Potraktowałam cię dokładnie tak, jak ty mnie.
- Nie jesteśmy tacy sami.
- Dokładnie tacy sami. Nie próbuj
się oszukiwać. Mamy takie same charaktery. Jesteśmy zawistni i dążymy do celu
za wszelką cenę. Tacy sami…
- Ja nie! – chłopak spojrzał na
mnie wzrokiem, który wyrażał zarówno złość, jak i rozpacz. Pierwszy raz
widziałam w oczach Hernandeza coś podobnego. Przyglądał się mi, ani na chwilę
nie mrużąc oczu. Mową ciała próbował mi przekazać jak bardzo się mylę. Ale ja
się nie mylę, ja mam rację. Nie rozumiem, dlaczego on nie chce tego przyznać. Znam go, wiem jaki jest. Potrafię
przewidzieć, co czuje. Jesteśmy tacy sami.

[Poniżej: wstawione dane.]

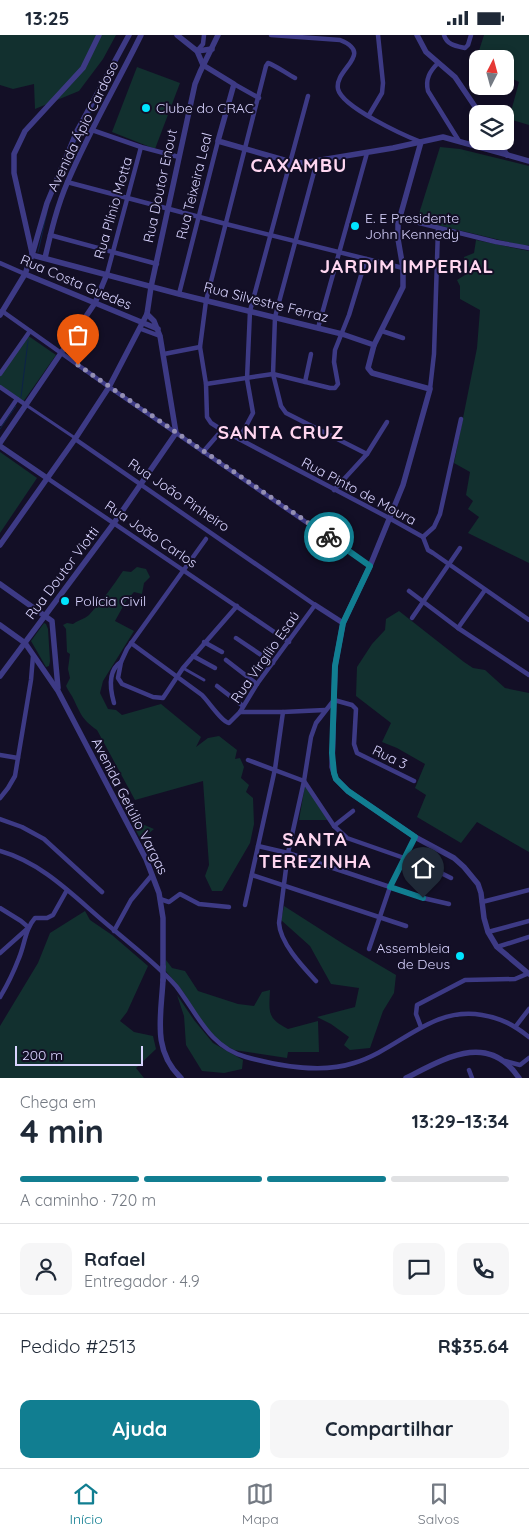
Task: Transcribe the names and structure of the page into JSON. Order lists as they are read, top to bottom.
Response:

- Podaj mi chociaż jedną różnicę!
– starałam się opanować, jednak krzyk sam wyrwał się z mojej piersi. Wszystkie
emocje, które próbowałam ukryć, wybuchły.
- Kochałem ją! – zdanie, które
wypowiedział szumiało w mojej głowie, powtarzając się niczym echo. – Ty nie
potrafisz kochać… - dodał cicho. Staliśmy naprzeciwko siebie, twarzą w twarz.
To, co powiedział, uderzyło we mnie ze zdwojoną siłą. W jednej chwili całe
dotychczasowe życie przebiegło mi przed oczami. Wszystkie ważne wydarzenia,
które zapadły w mojej pamięci. Pierwszy występ na scenie, spacery z tatą, widok
Tomasa… W przypływie energii uniosłam dłoń i wymierzyłam Hiszpanowi potężny
policzek.
- Nic o mnie nie wiesz. –
szepnęłam i odwróciłam się na pięcie, by odejść jak najdalej od niego. –
Jesteśmy tacy sami… - powiedziałam prawie bezgłośnie. Właśnie tak.
Francesca
Odkąd obudziłam się rano ani razu
nie postawiłam stóp na podłodze. Czułam się źle i wcale nie musiałam ani nie
chciałam tego ukrywać. Nie miałam nic do stracenia, więc równie dobrze cały
świat mógłby się dowiedzieć, w jak fatalnym jestem stanie. Albo nie… No bo, co
taki wielki świat obchodzi życie takiej małej Francesci? Wzięłam głęboki wdech
i odwróciłam się w stronę stolika, na którym mama postawiła kubek herbaty z
aromatem dzikiej róży oraz tabliczkę mlecznej czekolady. Tylko ona jedyna
wiedziała, że kiedy jestem smutna albo załamana, jedyne co jest w stanie
poprawić mi nastrój to jedzenie czekolady. Wydaje mi się, że jest to
spowodowane tym, że w dzieciństwie ciocia Ana przywoziła mi i Luce tony
czekolady. Była przekonana, że nigdy nie dostajemy jej od przewrażliwionych
rodziców, więc obdarowywała nas nią przy każdej wizycie. W efekcie nie byłam
najszczuplejszą sześciolatką, ale miałam mnóstwo koleżanek, z którymi dzieliłam
się smakołykami. Pamiętam, że zawsze, gdy któraś z dziewczyn organizowała
przyjęcie lub ognisko, byłam odpowiedzialna za dostarczenie słodyczy. Uwielbiałam
nasze ogniska. Zawsze siedziałam tuż obok Luci, który jako starszy brat miał za
zadanie pilnować, by nic mi się nie stało, śpiewałam i śmiałam się wspaniale
się bawiąc. Nigdy wcześniej i nigdy potem, gdy już wyprowadziliśmy się do
Buenos Aires nie byłam tak wesoła i beztroska. Oczywiście aż do momentu, kiedy
trafiłam do Studia, poznałam Camilę, Violettę, Andresa… Braco. Kto by pomyślał,
że jasnowłosy chłopak zajmie jedno z najwyższych miejsc na podium mojego serca?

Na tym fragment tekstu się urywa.